The methods calculate_hashed_fps() and calculate_unhashed_fps() from the class bioalerts.FPCalculator.CalculateFPs() permit the computation of hashed and unhashed Morgan fingeprints in both count and binary format, respectively. Both methods rely on the RDKit function rdkit.Chem.AllChem.GetMorganFingerprintAsBitVect(). Since the positions of the substructures in the unhashed fingerprints depend on the training set, the method calculate_unhashed_fps() allows the computation of unhashed fingerprints for new compounds using a basis defined by the substructures present in a training set. This basis is defined by the keys of the substructure dictionary calculated for the molecules from the training set. Images of the substructures highlighted within the molecules where they appear can be saved to individual Portable Document Format (PDF) files. To allow further interpretation of the unhashed fingerprints, the execution of the method calculate_unhashed_fps() generates a dictionary, namely CalculateFPs.substructures_smiles, with the substructure integer idenfiers as keys, and their structure in SMILES format as values. The usage of the class CalculateFPs() and its methods is illustrated in the tutorial and documentation provided in the Supplementary Information (Additional files 1 and 2).

Fig. 1
figure 1

Illustration of the pipelines proposed for the derivation of structural alerts using categorical (a) and continuous (b) data

Derivation of structural alerts from categorial bioactivity data sets

The derivation of structural alerts from dichotomous bioactivity data follows the work by Ahlberg et al. [13]. The probability for a substructure to be a structural alert is derived from the probability density function of the binomial distribution (Eq. 1). The question to be answered here is (Fig. 1a): which is the probability of having observed by chance \(m_{S\ act}\) active compounds (or more) with a given substructure (\(S_1\)), given that the substructure is present in \(n_s\) compounds in a training set of n compounds where m are active (Fig. 1a)?

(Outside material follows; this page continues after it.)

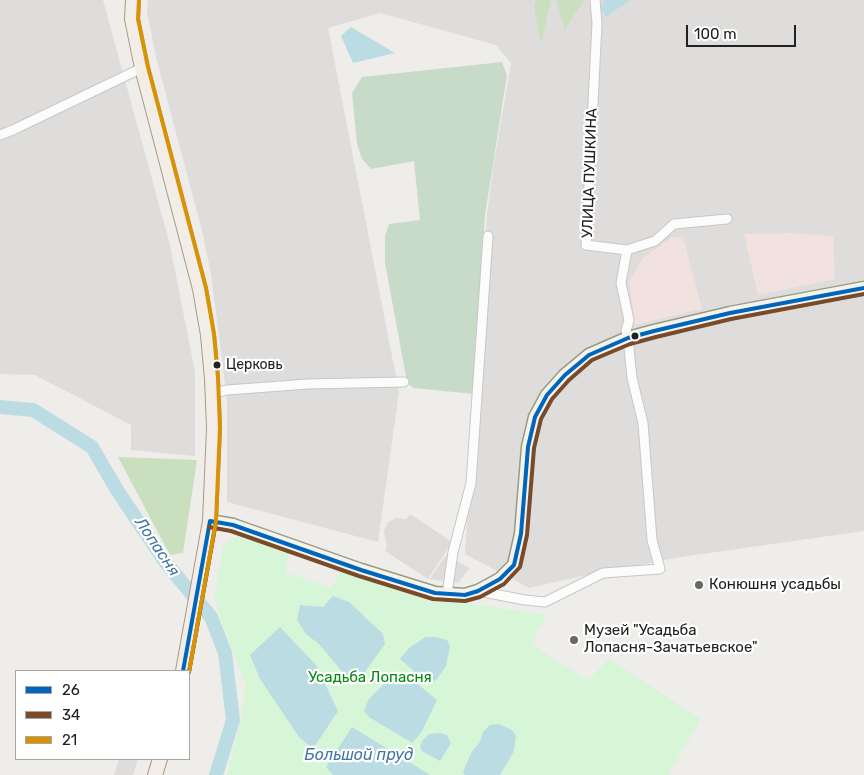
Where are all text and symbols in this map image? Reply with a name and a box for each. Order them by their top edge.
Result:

A high probability (i.e. P value) indicates that it is likely to obtain by chance \(m_{S\ act}\) active compounds with substructure \(S_1\) from the binomial distribution defined by the training data, and thus, substructure \(S_1\) is not likely to be correlated to compound activity.

By contrast, a low P value indicates that it is not likely to have observed by chance \(m_S\ act\) active compounds with substructure \(S_1\) from the underlying binomial distribution defined by the training data. Thus, the presence of substructure \(S_1\) is significantly associated to compound activity.

The P values are calculated from:

$$\begin{aligned} P_{value} = \sum _{i=m_{S\ act}}^{n_{S}} \frac{n_{S}!}{i! (n_{S}-i)!} \ \left( \frac{m}{n}\right) ^{i} \ \left( 1-\frac{m}{n}\right) ^{n_{S}-i } \end{aligned}$$
(1)

where n is the total number of compounds in the training set, m the number of active compounds, \(n_s\) the number of compounds with a given substructure \(S_1\), and \(m_S\ act\) the total number of compounds that are active and present substructure \(S_1\).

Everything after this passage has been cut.